─── Data for the task ───

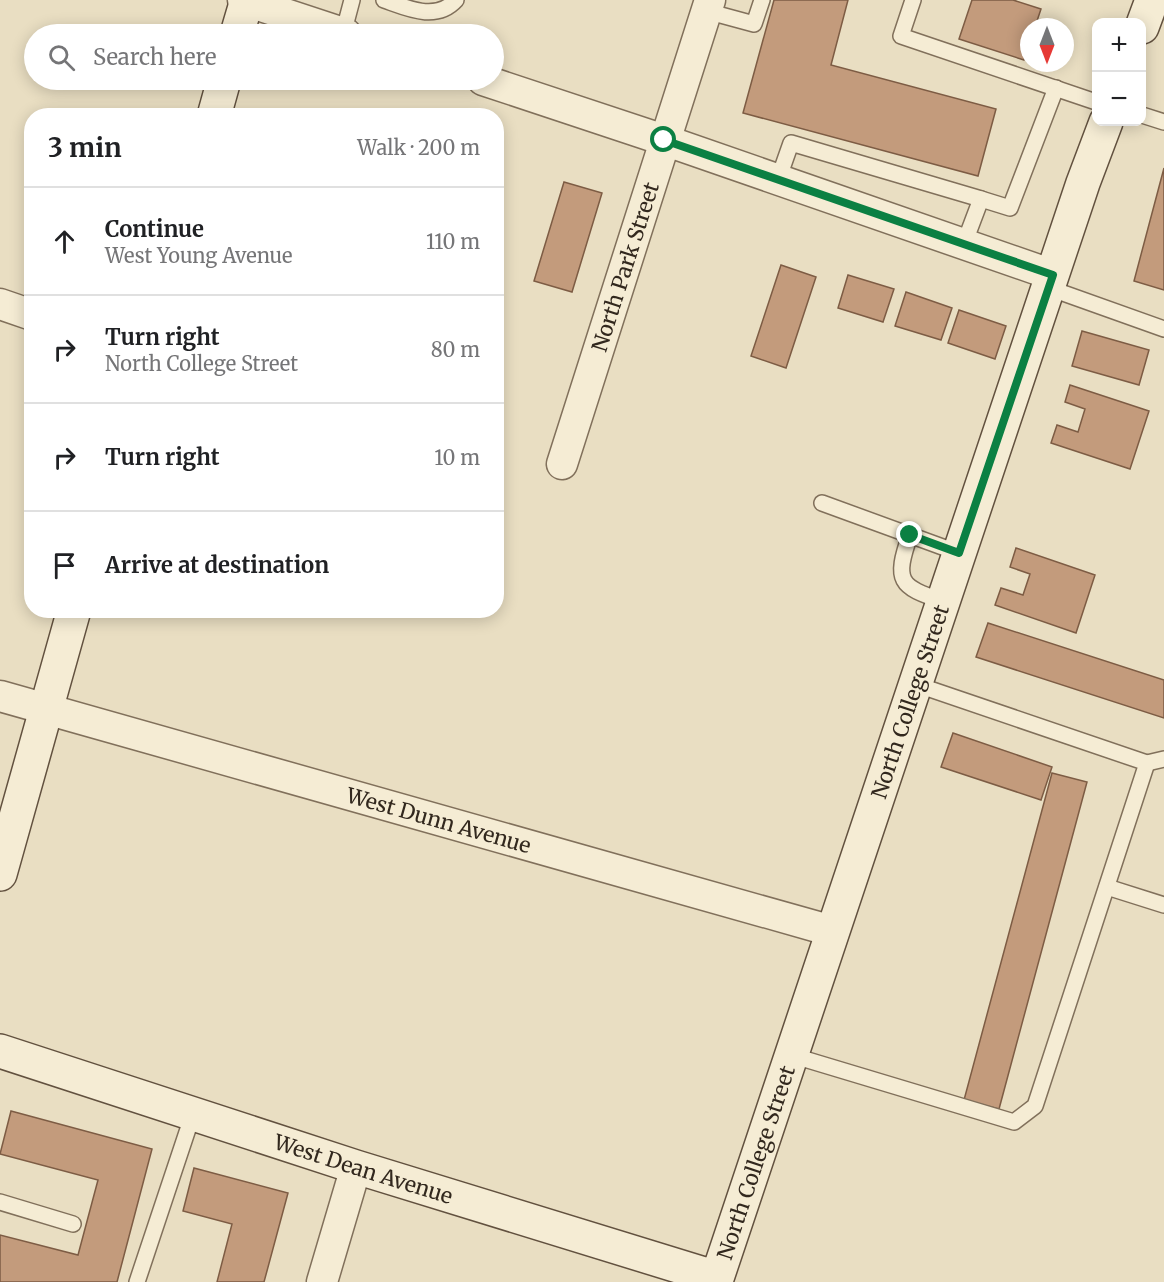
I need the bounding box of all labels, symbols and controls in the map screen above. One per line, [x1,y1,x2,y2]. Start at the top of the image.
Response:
north arrow [1020,18,1074,72]
map controls [1092,18,1146,126]
button: + [1092,18,1146,72]
search box [24,24,504,90]
icon: search [45,41,78,74]
text: Search here [93,43,216,71]
button: − [1092,72,1146,126]
route start [650,126,676,152]
text: 3 min [48,131,122,164]
text: Walk · 200 m [357,135,480,160]
street label: North Park Street [585,179,665,355]
text: Continue [105,215,204,243]
icon: ahead [48,225,81,258]
text: 110 m [426,229,480,254]
text: West Young Avenue [105,243,292,268]
text: Turn right [105,323,219,351]
icon: right [48,333,81,366]
text: 80 m [431,337,480,362]
text: North College Street [105,351,298,376]
icon: right [48,441,81,474]
text: Turn right [105,443,219,471]
text: 10 m [434,445,480,470]
route end [896,521,922,547]
icon: arrive [48,549,81,582]
text: Arrive at destination [105,551,329,579]
street label: North College Street [865,601,955,802]
street label: West Dunn Avenue [343,781,534,859]
street label: North College Street [711,1062,801,1263]
street label: West Dean Avenue [270,1127,456,1209]

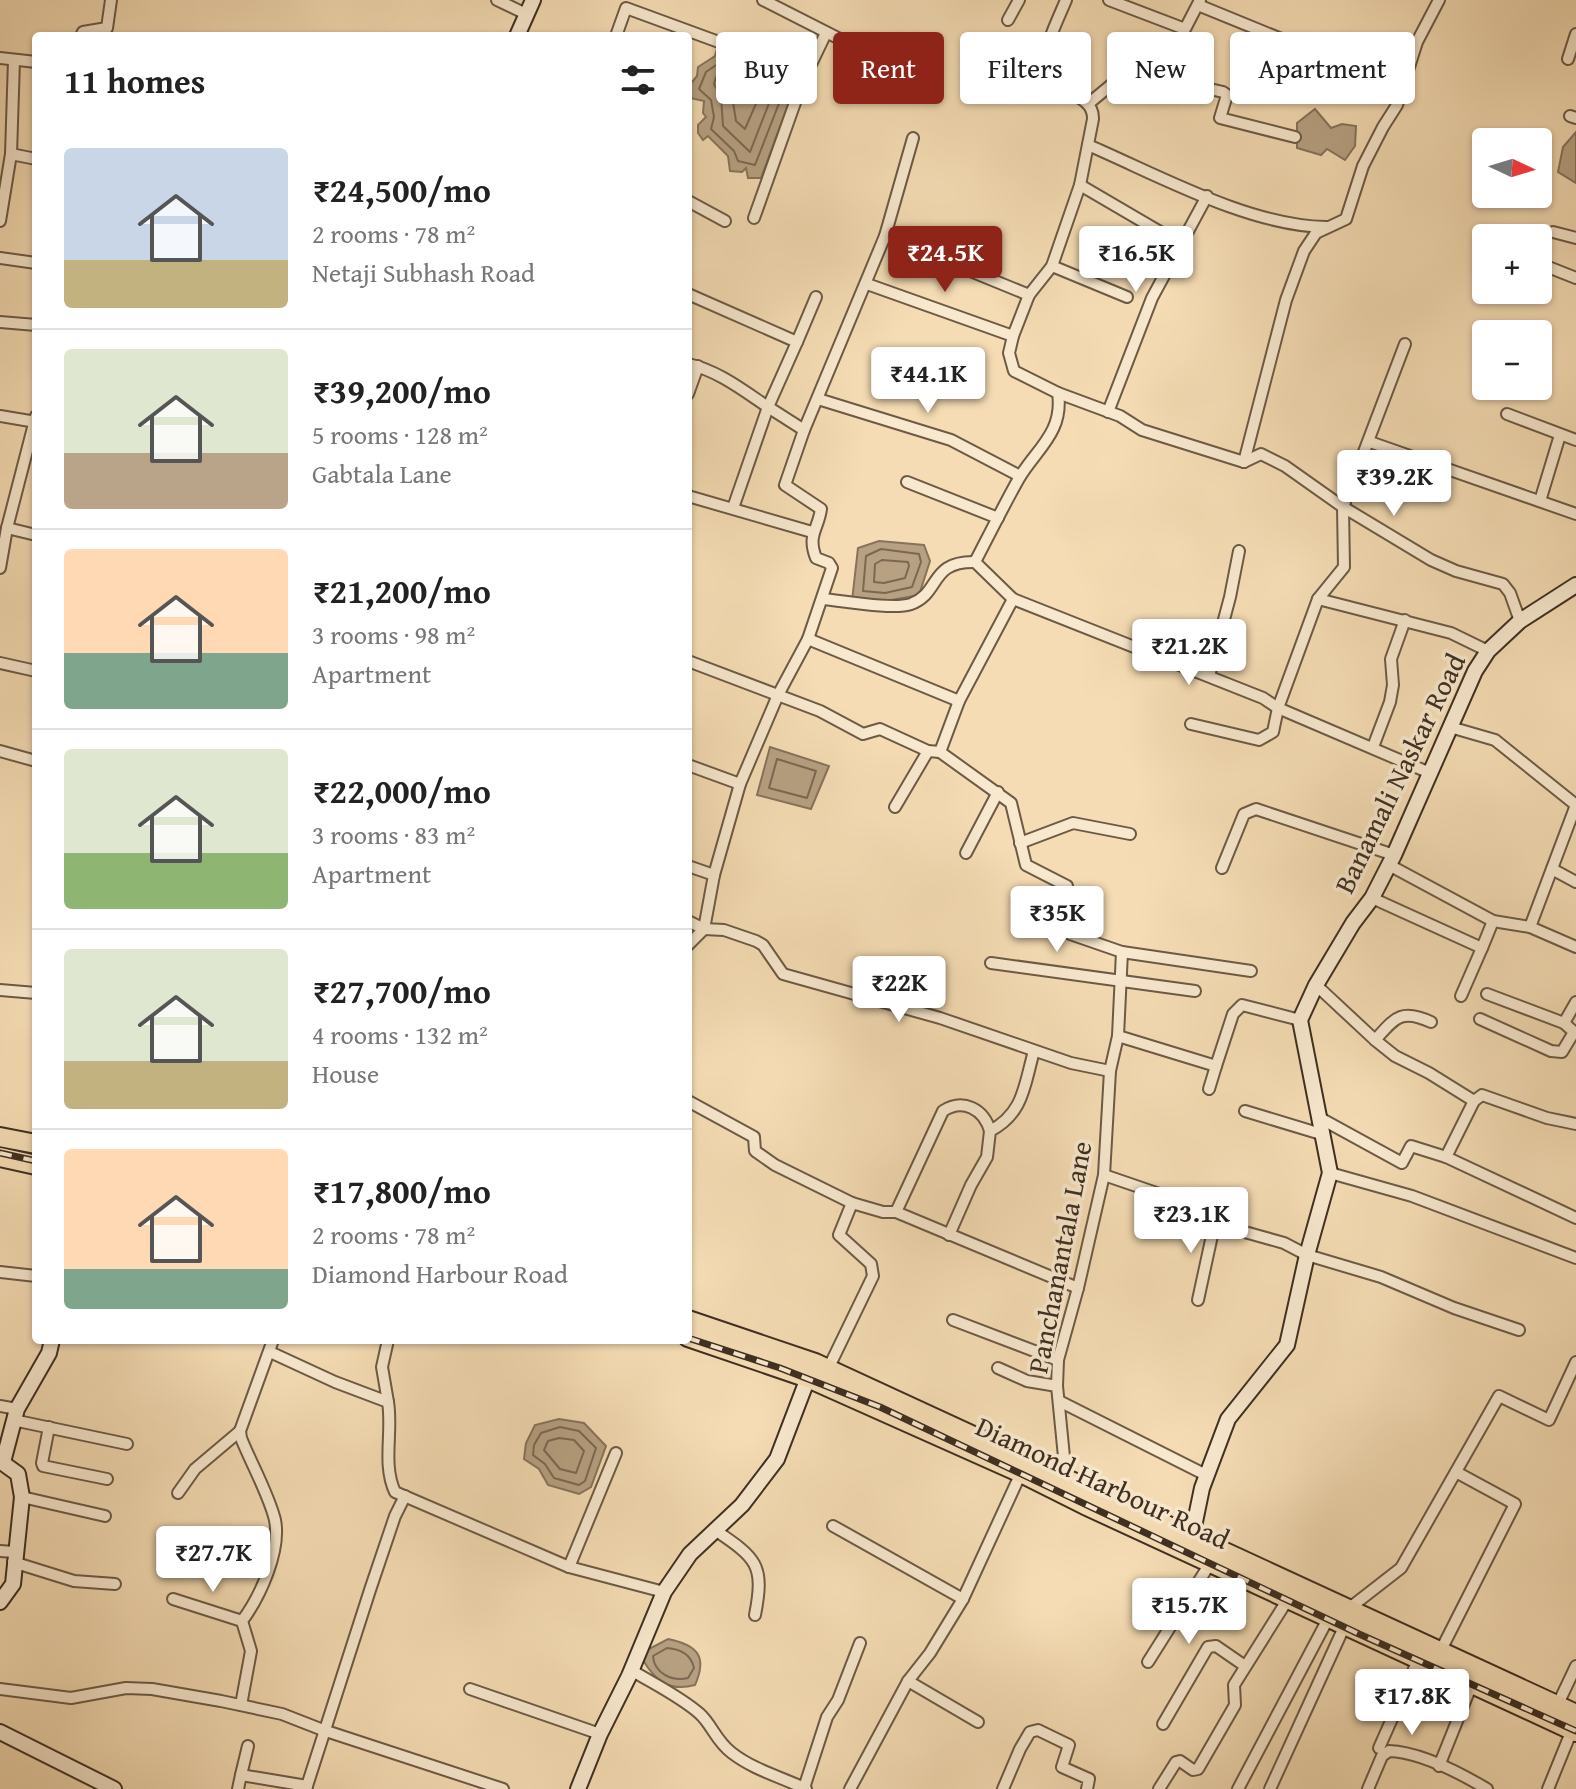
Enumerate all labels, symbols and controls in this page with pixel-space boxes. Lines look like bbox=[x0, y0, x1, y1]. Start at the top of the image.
chip: Buy bbox=[716, 32, 817, 104]
chip: Rent bbox=[833, 32, 944, 104]
chip: Filters bbox=[960, 32, 1091, 104]
chip: New bbox=[1107, 32, 1214, 104]
chip: Apartment bbox=[1230, 32, 1415, 104]
text: 11 homes bbox=[64, 56, 205, 105]
icon: filters bbox=[616, 58, 660, 102]
north arrow bbox=[1472, 128, 1552, 208]
map controls bbox=[1472, 128, 1552, 400]
text: ₹24,500/mo bbox=[312, 165, 491, 214]
icon: home bbox=[128, 180, 224, 276]
text: 2 rooms · 78 m² bbox=[312, 214, 475, 253]
button: + bbox=[1472, 224, 1552, 304]
pin: ₹24.5K bbox=[880, 226, 1010, 294]
pin: ₹16.5K bbox=[1071, 226, 1201, 294]
text: ₹24.5K bbox=[906, 232, 984, 271]
text: ₹16.5K bbox=[1097, 232, 1175, 271]
text: Netaji Subhash Road bbox=[312, 253, 535, 292]
button: − bbox=[1472, 320, 1552, 400]
pin: ₹44.1K bbox=[863, 347, 993, 415]
text: ₹44.1K bbox=[889, 353, 967, 392]
text: ₹39,200/mo bbox=[312, 366, 491, 415]
icon: home bbox=[128, 381, 224, 477]
text: 5 rooms · 128 m² bbox=[312, 415, 488, 454]
pin: ₹39.2K bbox=[1329, 450, 1459, 518]
text: Gabtala Lane bbox=[312, 454, 452, 493]
text: ₹39.2K bbox=[1355, 456, 1433, 495]
text: ₹21,200/mo bbox=[312, 566, 491, 615]
icon: home bbox=[128, 581, 224, 677]
text: 3 rooms · 98 m² bbox=[312, 615, 475, 654]
pin: ₹21.2K bbox=[1124, 619, 1254, 687]
text: ₹21.2K bbox=[1150, 625, 1228, 664]
street label: Banamali Naskar Road bbox=[1323, 646, 1475, 900]
text: Apartment bbox=[312, 654, 431, 693]
text: ₹22,000/mo bbox=[312, 766, 491, 815]
icon: home bbox=[128, 781, 224, 877]
text: 3 rooms · 83 m² bbox=[312, 815, 475, 854]
text: Apartment bbox=[312, 854, 431, 893]
pin: ₹35K bbox=[1010, 886, 1104, 954]
text: ₹35K bbox=[1029, 892, 1085, 931]
pin: ₹22K bbox=[852, 956, 946, 1024]
text: ₹22K bbox=[871, 962, 927, 1001]
text: ₹27,700/mo bbox=[312, 966, 491, 1015]
icon: home bbox=[128, 981, 224, 1077]
text: 4 rooms · 132 m² bbox=[312, 1015, 488, 1054]
text: House bbox=[312, 1054, 379, 1093]
street label: Panchanantala Lane bbox=[1016, 1137, 1102, 1377]
text: ₹17,800/mo bbox=[312, 1166, 491, 1215]
icon: home bbox=[128, 1181, 224, 1277]
pin: ₹23.1K bbox=[1126, 1187, 1256, 1255]
text: ₹23.1K bbox=[1152, 1193, 1230, 1232]
text: 2 rooms · 78 m² bbox=[312, 1215, 475, 1254]
text: Diamond Harbour Road bbox=[312, 1254, 568, 1293]
street label: Diamond Harbour Road bbox=[969, 1405, 1237, 1559]
pin: ₹27.7K bbox=[148, 1526, 278, 1594]
text: ₹27.7K bbox=[174, 1532, 252, 1571]
pin: ₹15.7K bbox=[1124, 1578, 1254, 1646]
text: ₹15.7K bbox=[1150, 1584, 1228, 1623]
pin: ₹17.8K bbox=[1347, 1669, 1477, 1737]
text: ₹17.8K bbox=[1373, 1675, 1451, 1714]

───

Work order:
If a record holds a picture, drop the picture and reproduce everything else exactly.

Completed exercise:
I need the bounding box of all labels, symbols and controls in the map screen above. One per line, [x1,y1,x2,y2]. Start at the top of the image.
Response:
north arrow [1020,18,1074,72]
map controls [1092,18,1146,126]
button: + [1092,18,1146,72]
search box [24,24,504,90]
icon: search [45,41,78,74]
text: Search here [93,43,216,71]
button: − [1092,72,1146,126]
route start [650,126,676,152]
text: 3 min [48,131,122,164]
text: Walk · 200 m [357,135,480,160]
street label: North Park Street [585,179,665,355]
text: Continue [105,215,204,243]
icon: ahead [48,225,81,258]
text: 110 m [426,229,480,254]
text: West Young Avenue [105,243,292,268]
text: Turn right [105,323,219,351]
icon: right [48,333,81,366]
text: 80 m [431,337,480,362]
text: North College Street [105,351,298,376]
icon: right [48,441,81,474]
text: Turn right [105,443,219,471]
text: 10 m [434,445,480,470]
route end [896,521,922,547]
icon: arrive [48,549,81,582]
text: Arrive at destination [105,551,329,579]
street label: North College Street [865,601,955,802]
street label: West Dunn Avenue [343,781,534,859]
street label: North College Street [711,1062,801,1263]
street label: West Dean Avenue [270,1127,456,1209]

Enumerate all labels, symbols and controls in this page with pixel-space boxes. Lines look like bbox=[x0, y0, x1, y1]. Start at the top of the image.
chip: Buy bbox=[716, 32, 817, 104]
chip: Rent bbox=[833, 32, 944, 104]
chip: Filters bbox=[960, 32, 1091, 104]
chip: New bbox=[1107, 32, 1214, 104]
chip: Apartment bbox=[1230, 32, 1415, 104]
text: 11 homes bbox=[64, 56, 205, 105]
icon: filters bbox=[616, 58, 660, 102]
north arrow bbox=[1472, 128, 1552, 208]
map controls bbox=[1472, 128, 1552, 400]
text: ₹24,500/mo bbox=[312, 165, 491, 214]
icon: home bbox=[128, 180, 224, 276]
text: 2 rooms · 78 m² bbox=[312, 214, 475, 253]
button: + bbox=[1472, 224, 1552, 304]
pin: ₹24.5K bbox=[880, 226, 1010, 294]
pin: ₹16.5K bbox=[1071, 226, 1201, 294]
text: ₹24.5K bbox=[906, 232, 984, 271]
text: ₹16.5K bbox=[1097, 232, 1175, 271]
text: Netaji Subhash Road bbox=[312, 253, 535, 292]
button: − bbox=[1472, 320, 1552, 400]
pin: ₹44.1K bbox=[863, 347, 993, 415]
text: ₹44.1K bbox=[889, 353, 967, 392]
text: ₹39,200/mo bbox=[312, 366, 491, 415]
icon: home bbox=[128, 381, 224, 477]
text: 5 rooms · 128 m² bbox=[312, 415, 488, 454]
pin: ₹39.2K bbox=[1329, 450, 1459, 518]
text: Gabtala Lane bbox=[312, 454, 452, 493]
text: ₹39.2K bbox=[1355, 456, 1433, 495]
text: ₹21,200/mo bbox=[312, 566, 491, 615]
icon: home bbox=[128, 581, 224, 677]
text: 3 rooms · 98 m² bbox=[312, 615, 475, 654]
pin: ₹21.2K bbox=[1124, 619, 1254, 687]
text: ₹21.2K bbox=[1150, 625, 1228, 664]
street label: Banamali Naskar Road bbox=[1323, 646, 1475, 900]
text: Apartment bbox=[312, 654, 431, 693]
text: ₹22,000/mo bbox=[312, 766, 491, 815]
icon: home bbox=[128, 781, 224, 877]
text: 3 rooms · 83 m² bbox=[312, 815, 475, 854]
text: Apartment bbox=[312, 854, 431, 893]
pin: ₹35K bbox=[1010, 886, 1104, 954]
text: ₹35K bbox=[1029, 892, 1085, 931]
pin: ₹22K bbox=[852, 956, 946, 1024]
text: ₹22K bbox=[871, 962, 927, 1001]
text: ₹27,700/mo bbox=[312, 966, 491, 1015]
icon: home bbox=[128, 981, 224, 1077]
text: 4 rooms · 132 m² bbox=[312, 1015, 488, 1054]
text: House bbox=[312, 1054, 379, 1093]
street label: Panchanantala Lane bbox=[1016, 1137, 1102, 1377]
text: ₹17,800/mo bbox=[312, 1166, 491, 1215]
icon: home bbox=[128, 1181, 224, 1277]
pin: ₹23.1K bbox=[1126, 1187, 1256, 1255]
text: ₹23.1K bbox=[1152, 1193, 1230, 1232]
text: 2 rooms · 78 m² bbox=[312, 1215, 475, 1254]
text: Diamond Harbour Road bbox=[312, 1254, 568, 1293]
street label: Diamond Harbour Road bbox=[969, 1405, 1237, 1559]
pin: ₹27.7K bbox=[148, 1526, 278, 1594]
text: ₹27.7K bbox=[174, 1532, 252, 1571]
pin: ₹15.7K bbox=[1124, 1578, 1254, 1646]
text: ₹15.7K bbox=[1150, 1584, 1228, 1623]
pin: ₹17.8K bbox=[1347, 1669, 1477, 1737]
text: ₹17.8K bbox=[1373, 1675, 1451, 1714]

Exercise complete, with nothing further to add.